A few weeks after John Dalton began working at Cambridge-based Forrester Research in 2012, at a quarterly company-wide meeting, he was introduced to the entire Forrester team. And he was given a little memento as well, in the form of a carved wooden boomerang.
Forrester’s vice president of talent acquisition, April Eldred, said a few new hires get a boomerang every year. The reason: They aren’t technically new. The gift represents that the recipient is what the business world commonly refers to as a “boomerang” hire—an employee starting a second stint with their company.
A number of companies in Boston have systems in place aimed to boost these sorts of hires. At Forrester, a global technology research firm, about 5 percent of each year’s new hires are making their return, Eldred said, and other Boston-area companies also keep their doors open to former colleagues.
The benefits for any company are clear: The costs of training and immersing a new hire—which can often be quite high for somebody entirely unfamiliar with a new company—are significantly cut down when somebody is already familiar with the company. Beyond that, companies also perceive “boomerangs” as known quantities, taking some of the risk from hiring. There’s also a chance the employee picked up new skills since leaving that they could not have gained in their former position.
As for employees, there might be a number of reasons they’d return. In Dalton’s case, he left Forrester in 2004 to work for a video startup and was gone for eight years before coming back. By the time those eight years had expired, he had begun to miss working for a larger organization. The new opportunity at Forrester also meant the opportunity to assume a management role as a research director; when he’d left in 2004, he had worked as an analyst. But, he said, a management role at Forrester was more appealing than a management role elsewhere, because of his familiarity with the organization.
“It was a place I knew well and liked a lot,” he said. “Knowing a company, knowing the lay of the land, knowing the culture, having some institutional knowledge—that makes it easier to manage.”
Others, however, might find themselves looking back to their old jobs much more quickly. Josh Allen works as a sales director for LogMeIn, a Boston company that offers cloud-based services to businesses. Allen had been an early employee at LogMeIn and worked there for five years when the itch to join a new startup took hold. He left LogMeIn in 2011 and knew he had made a mistake within 90 days, he said.
“Being on the outside, I really got a sense for what (LogMeIn) accomplished as a company,” he said. (LogMeIn is publicly-traded and employs more than 600 people.)
Within five months, Allen was back with LogMeIn. He said people were surprised but pleased to see him when he returned. While leaving the job and coming back so quickly might inspire questions about whether he’d look to find a new opportunity again, he said the company hasn’t shown that. That might be because of the frank and honest conversations he had to have in order to not only leave the company, but to come back, he said.
“There hasn’t been a single time somebody’s brought up that I could be a flight risk,” he said. “We’ve established a really high level of trust.”

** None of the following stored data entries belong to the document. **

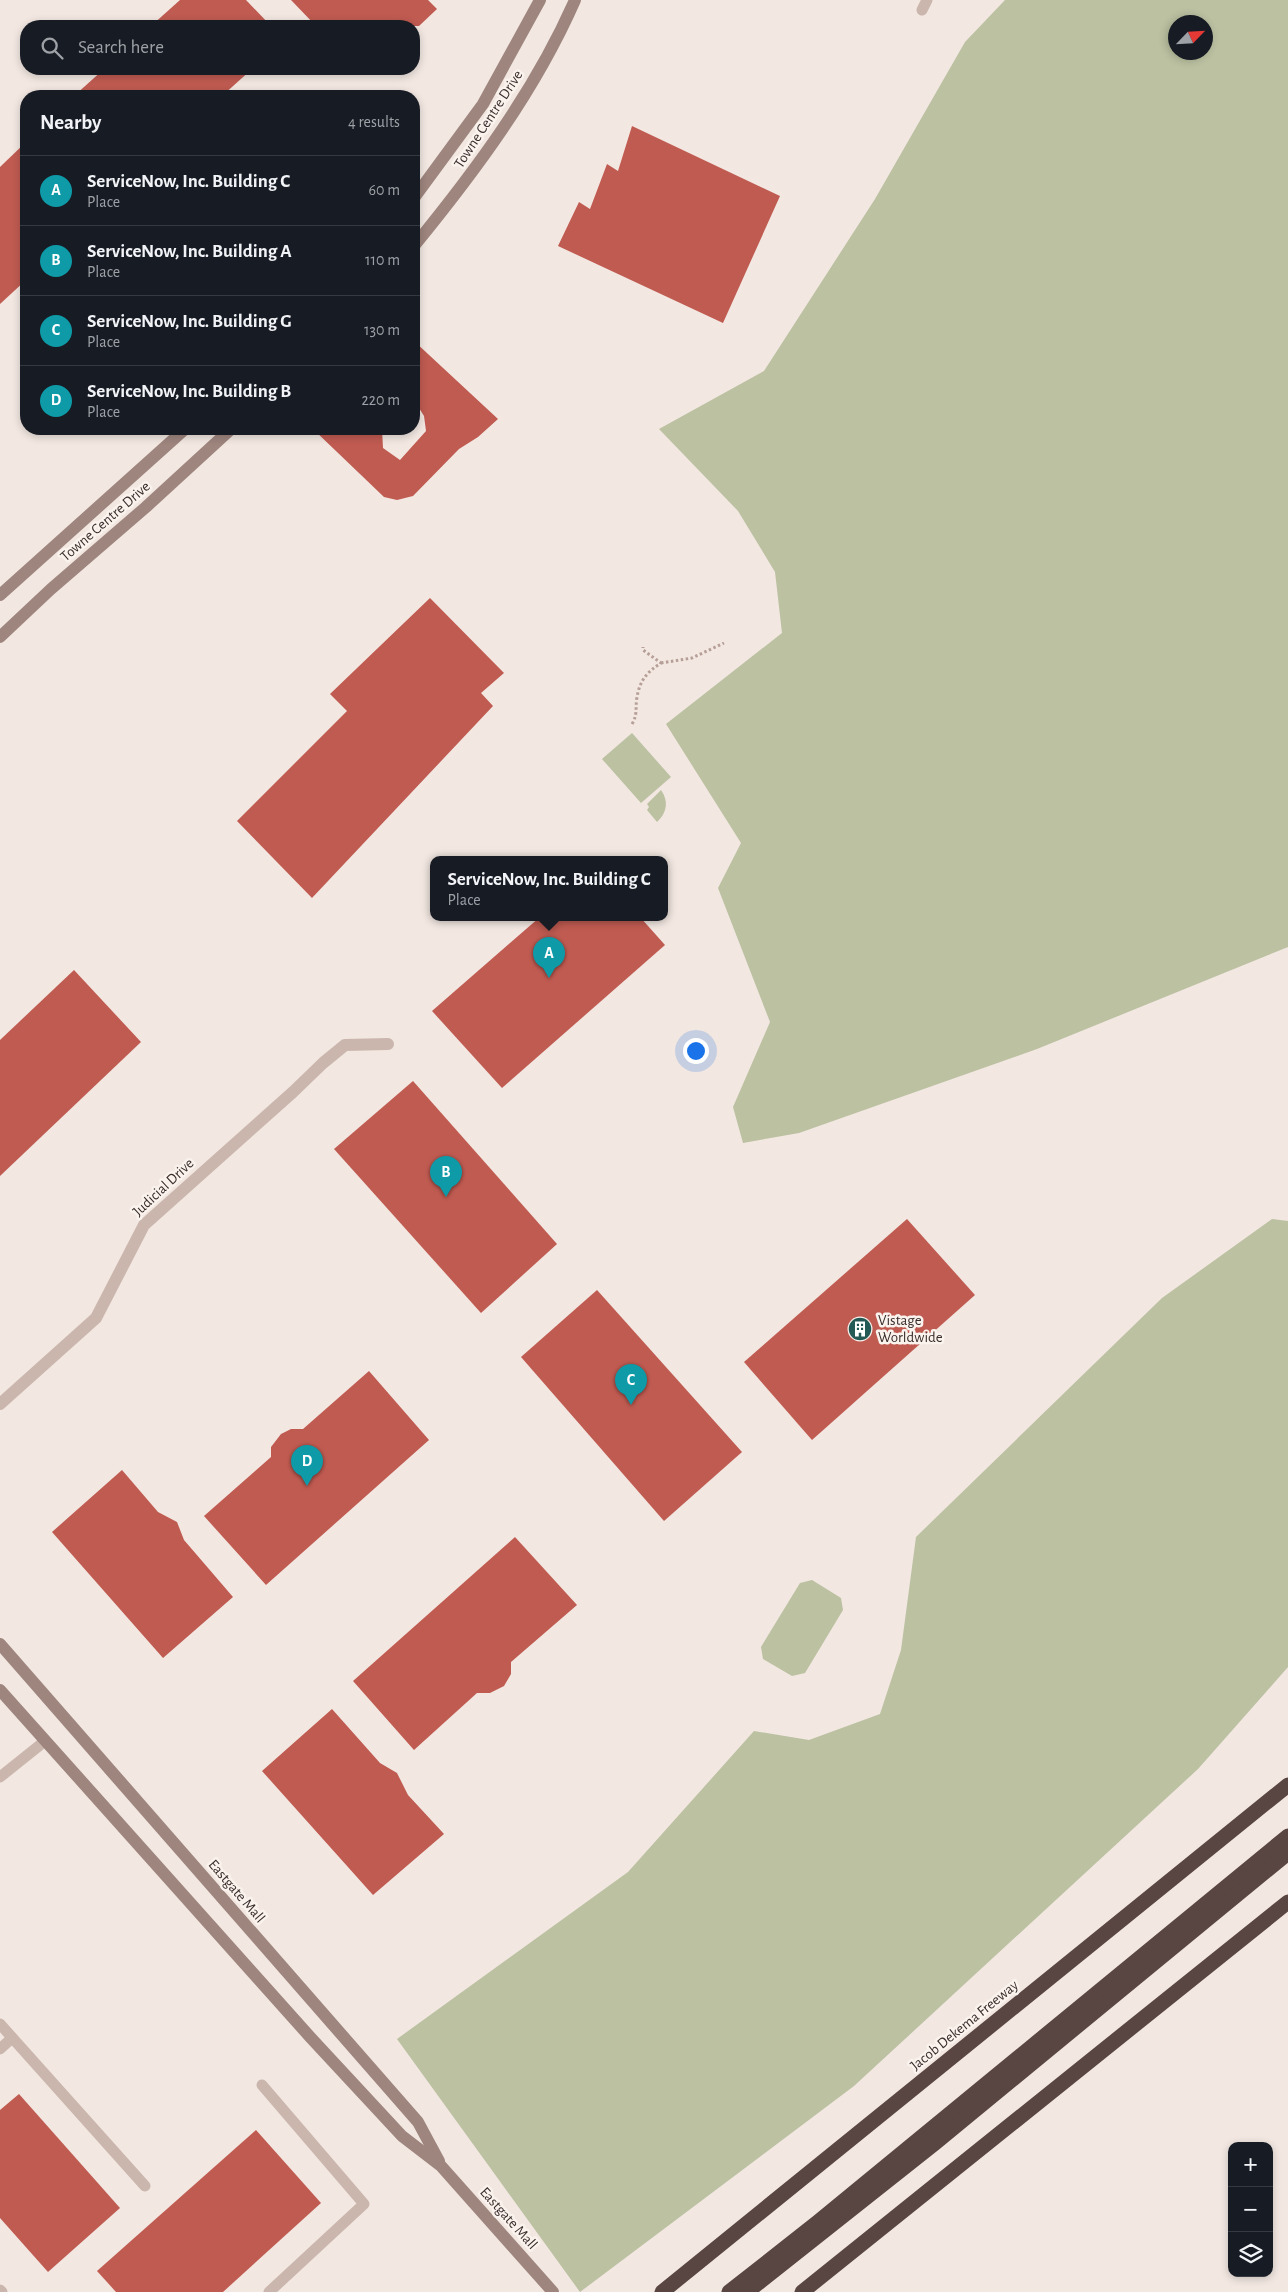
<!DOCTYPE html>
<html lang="en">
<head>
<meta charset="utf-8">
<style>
	:root { --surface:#171b24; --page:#242831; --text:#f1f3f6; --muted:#9ea1a6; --line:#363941; --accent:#94aead }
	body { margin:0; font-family:"Alegreya Sans",sans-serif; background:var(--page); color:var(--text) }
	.controls { position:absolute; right:15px; bottom:15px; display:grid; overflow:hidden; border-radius:10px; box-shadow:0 2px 8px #0003 }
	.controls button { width:45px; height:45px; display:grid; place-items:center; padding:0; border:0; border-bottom:1px solid var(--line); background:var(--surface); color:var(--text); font:25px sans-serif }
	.compass { position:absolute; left:1168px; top:15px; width:45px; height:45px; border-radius:50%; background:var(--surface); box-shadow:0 2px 8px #0003; rotate:65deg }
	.you { position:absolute; left:695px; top:1050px; width:18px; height:18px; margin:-12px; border:4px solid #fff; border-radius:50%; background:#1a73e8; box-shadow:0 0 0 8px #1a73e833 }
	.badge { display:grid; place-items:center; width:32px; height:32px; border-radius:50%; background:var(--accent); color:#fff; font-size:16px; font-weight:700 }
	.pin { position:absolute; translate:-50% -41px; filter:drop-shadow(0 1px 2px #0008) }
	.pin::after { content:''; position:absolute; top:26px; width:18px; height:15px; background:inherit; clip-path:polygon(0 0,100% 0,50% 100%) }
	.popup { position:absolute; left:430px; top:856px; width:238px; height:65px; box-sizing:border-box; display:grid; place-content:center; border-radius:10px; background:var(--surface); filter:drop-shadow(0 1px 4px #0005); font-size:16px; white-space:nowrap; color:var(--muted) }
	.popup b { font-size:19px; color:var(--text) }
	.popup::after { content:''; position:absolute; left:50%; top:100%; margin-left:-10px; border:10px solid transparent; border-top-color:var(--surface) }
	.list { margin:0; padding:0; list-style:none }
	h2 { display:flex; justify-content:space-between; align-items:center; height:65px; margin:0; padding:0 20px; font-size:21px }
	h2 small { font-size:16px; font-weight:400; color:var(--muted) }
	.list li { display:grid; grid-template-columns:32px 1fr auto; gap:15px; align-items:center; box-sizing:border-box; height:70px; padding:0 20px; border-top:1px solid var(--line) }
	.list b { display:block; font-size:19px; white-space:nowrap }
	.list p { margin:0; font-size:16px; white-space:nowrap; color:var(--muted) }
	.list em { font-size:16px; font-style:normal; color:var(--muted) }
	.icon { flex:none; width:28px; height:28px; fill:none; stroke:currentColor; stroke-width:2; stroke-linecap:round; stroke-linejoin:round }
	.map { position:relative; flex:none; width:1288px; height:2292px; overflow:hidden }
	.search { position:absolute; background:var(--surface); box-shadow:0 2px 8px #0003; left:20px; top:20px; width:400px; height:55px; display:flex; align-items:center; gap:12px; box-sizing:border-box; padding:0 18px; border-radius:20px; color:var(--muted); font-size:19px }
	.panel { position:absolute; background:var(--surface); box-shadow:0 2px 8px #0003; left:20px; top:90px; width:400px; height:345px; border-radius:20px }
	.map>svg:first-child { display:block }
</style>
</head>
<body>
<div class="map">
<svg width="1288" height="2292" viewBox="0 0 1288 2292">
	<rect width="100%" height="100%" fill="#f2e7e1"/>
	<g fill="#bbc1a1" fill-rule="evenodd">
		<path d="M1005,0H1288V947L1037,1049L799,1133L743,1143L733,1107L770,1022L718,888L741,843L666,724L782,633L775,572L738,511L659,429L764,371L875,199L965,42ZM1176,22H1206V52H1176Z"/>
		<polygon points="632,733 671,777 641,803 602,759"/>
		<path d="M661,790C669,801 667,813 657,822L647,810L649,807L647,804Z"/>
		<polygon points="1272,1219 1288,1221 1288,1667 1198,1769 854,2086 580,2292 397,2039 628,1872 754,1731 809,1740 880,1714 901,1650 916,1537 1162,1298"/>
		<polygon points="812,1580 841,1598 843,1610 805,1673 792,1676 763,1659 761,1647 800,1583"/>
	</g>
	<g fill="#c05b51">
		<polygon points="180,0 246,0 271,26 151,26"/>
		<polygon points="291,0 428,0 437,9 419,26 316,26"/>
		<polygon points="104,69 252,69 222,96 74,96"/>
		<polygon points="632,126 780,196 723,323 558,246 579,202 590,209 607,164 618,171"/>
		<polygon points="26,142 26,280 0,304 0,167"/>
		<polygon points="414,341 498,419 478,437 459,449 413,496 397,500 384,497 313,429 382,429 383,448 400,460 426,431 424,416 414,400"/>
		<polygon points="430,598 504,673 481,693 493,706 312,898 237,821 347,711 330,694"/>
		<polygon points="540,917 640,917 665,945 502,1088 432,1011"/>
		<polygon points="74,970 141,1042 0,1176 0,1040"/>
		<polygon points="413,1081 557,1244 481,1313 334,1149"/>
		<polygon points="907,1219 975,1295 812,1440 744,1362"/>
		<polygon points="597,1290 742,1452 664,1521 521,1357"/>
		<polygon points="369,1371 429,1440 266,1585 204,1516 271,1457 271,1447 281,1434 291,1429 303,1429"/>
		<polygon points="122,1470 158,1512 177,1522 184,1540 233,1597 163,1658 52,1532"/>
		<polygon points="515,1537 577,1605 511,1662 511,1674 504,1686 490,1693 477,1693 414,1750 353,1681"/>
		<polygon points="332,1709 380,1763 397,1773 408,1795 444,1834 373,1895 262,1771"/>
		<polygon points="19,2094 120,2208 48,2272 0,2218 0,2110"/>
		<polygon points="256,2130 321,2203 223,2292 116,2292 97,2271"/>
	</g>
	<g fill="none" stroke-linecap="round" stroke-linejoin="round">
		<g stroke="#b69f97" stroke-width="3" stroke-dasharray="2.5 2.5" stroke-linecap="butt">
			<polyline points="661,663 692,658 724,643"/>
			<path d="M632,724C638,714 635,708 637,697C640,680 647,672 661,663L643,650V647"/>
		</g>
		<g stroke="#cab6ad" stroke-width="11">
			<polyline points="922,10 927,0"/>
			<polyline points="0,1777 45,1741"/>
			<polyline points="0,2024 145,2186"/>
			<polyline points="0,2049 12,2038"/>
			<polyline points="262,2085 364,2204 269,2292"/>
			<polyline points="0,2290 2,2292"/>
		</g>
		<polyline stroke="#cab6ad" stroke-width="12" points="0,1404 96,1318 144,1225 293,1092 323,1063 345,1045 388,1044"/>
		<g stroke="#9e857e" stroke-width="12">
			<polyline points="414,198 483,104 540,0"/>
			<path d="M414,246C476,170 535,91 575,0"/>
			<polyline points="0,595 185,429"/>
			<polyline points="0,637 51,589 146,507 231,429"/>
			<polyline points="0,1644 418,2122 439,2161"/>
			<polyline points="0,1690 311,2038 402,2136 441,2166 553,2292"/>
		</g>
		<g stroke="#594643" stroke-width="15">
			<polyline points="662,2292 1288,1785"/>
			<polyline points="729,2292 818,2222 1288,1836"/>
			<polyline points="747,2292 935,2143 1288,1853"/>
			<polyline points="802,2292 1288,1902"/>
		</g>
	</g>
	<defs>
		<g id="building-disc" transform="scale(1.25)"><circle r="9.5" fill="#225954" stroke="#faf2ed"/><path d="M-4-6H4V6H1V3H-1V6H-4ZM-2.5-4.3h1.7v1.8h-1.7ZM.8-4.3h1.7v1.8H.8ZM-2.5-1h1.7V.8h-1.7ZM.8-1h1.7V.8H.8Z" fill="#fff"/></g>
	</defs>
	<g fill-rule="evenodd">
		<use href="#building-disc" x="860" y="1329"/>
	</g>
	<g text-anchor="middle" stroke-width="5" stroke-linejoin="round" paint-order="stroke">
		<g font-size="15" fill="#392d2b" stroke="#faf2ed">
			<text transform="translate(488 119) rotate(-57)" y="5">Towne Centre Drive</text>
			<text transform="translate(105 521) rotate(-41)" y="5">Towne Centre Drive</text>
			<text transform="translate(163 1187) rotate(-43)" y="5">Judicial Drive</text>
			<text transform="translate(237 1891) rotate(49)" y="5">Eastgate Mall</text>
			<text transform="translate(964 2025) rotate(-39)" y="5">Jacob Dekema Freeway</text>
			<text transform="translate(509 2218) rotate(48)" y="5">Eastgate Mall</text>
		</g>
		<g font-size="15" fill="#392d2b" stroke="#faf2ed" text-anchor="start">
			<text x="878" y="1325">Vistage<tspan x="878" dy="17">Worldwide</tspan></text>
		</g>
	</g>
</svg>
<div class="controls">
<button>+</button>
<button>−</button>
<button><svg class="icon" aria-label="layers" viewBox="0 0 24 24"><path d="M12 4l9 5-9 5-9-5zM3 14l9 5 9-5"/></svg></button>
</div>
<svg class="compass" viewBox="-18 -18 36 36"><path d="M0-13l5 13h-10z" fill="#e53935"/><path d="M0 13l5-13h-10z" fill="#9ea1a6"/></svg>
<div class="you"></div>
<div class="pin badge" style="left:549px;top:978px;background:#0f9aa8">A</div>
<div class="popup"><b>ServiceNow, Inc. Building C</b>Place</div>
<div class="pin badge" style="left:446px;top:1197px;background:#0f9aa8">B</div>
<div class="pin badge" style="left:631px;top:1405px;background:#0f9aa8">C</div>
<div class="pin badge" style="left:307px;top:1486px;background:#0f9aa8">D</div>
<div class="search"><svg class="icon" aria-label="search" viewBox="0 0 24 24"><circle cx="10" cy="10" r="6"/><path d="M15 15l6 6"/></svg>Search here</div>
<section class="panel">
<h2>Nearby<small>4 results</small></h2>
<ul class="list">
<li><span class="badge" style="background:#0f9aa8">A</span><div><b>ServiceNow, Inc. Building C</b><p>Place</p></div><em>60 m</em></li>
<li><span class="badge" style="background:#0f9aa8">B</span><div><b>ServiceNow, Inc. Building A</b><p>Place</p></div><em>110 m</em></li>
<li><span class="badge" style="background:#0f9aa8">C</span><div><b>ServiceNow, Inc. Building G</b><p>Place</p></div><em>130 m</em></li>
<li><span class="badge" style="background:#0f9aa8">D</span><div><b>ServiceNow, Inc. Building B</b><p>Place</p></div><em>220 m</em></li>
</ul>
</section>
</div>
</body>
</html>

Dena Upton, director of talent acquisition at LogMeIn, said that is common when people leave the company. “It’s always very amicable when people leave,” she said.
LogMeIn looks to build on that positivity, Upton said, through its alumni program. The company sends out a newsletter to past employees that include updates on the company and its products—as well as any job openings. It also hosts events for former employees to come and network.
Upton said the program serves several purposes. First, it could help employees back into the fold. (Allen did not return to his job through the program, instead speaking directly with his manager.) Even if a former employee isn’t interested in a job, sharing openings with them could also could net a referral from that employee, whose judgment the company is likely to trust. Finally, Upton said, it’s important to let former employees know about company news because the company is always hopeful the former employee’s new company could become a LogMeIn customer.
Boston public relations agency SHIFT Communications also actively looks to rehire former employees. While HR director Leah Ciappenelli said the company does not have a former policy, the goal of creating “boomerangs” is built into how the company operates. Managers are trained to not take any employee’s leaving as personal, she said, and the company also tells employees as they leave that they are welcome back whenever—even if it’s within a month.
Ciappenelli said these sorts of policies are important for creative industries like PR, which tend to have a high degree of employee attrition. She said the company has already brought back one employee this year, and has seen five return in recent years.
While most companies and employees today know not to burn bridges at the end of the relationship, rehiring policies might have seemed out of place in the past, when the stereotype of a career involved an employee settling into one company for most of their adult life and working their way up that business’s ladder. Dalton, the Forrester rehire, said his parents worried about his well-being when he told them he was returning to his former company. “It used to be that careers followed a (one-way) path,” he said. “That going back would look like some kind of a failure.”
However, they are far more fitting for today’s business world, wherein employees only stay at a company for about 4.4 years at a time.
At SHIFT, Ciappenelli also suggested today’s technology could play a role in corporate mindsets toward returning employees. For example, many colleagues remain connected on social media long after they leave a company. “It’s impossible not to stay in touch,” she said, noting that the company’s rehires generally start with word traveling up the corporate grapevine that a former employee is unhappy in their new position.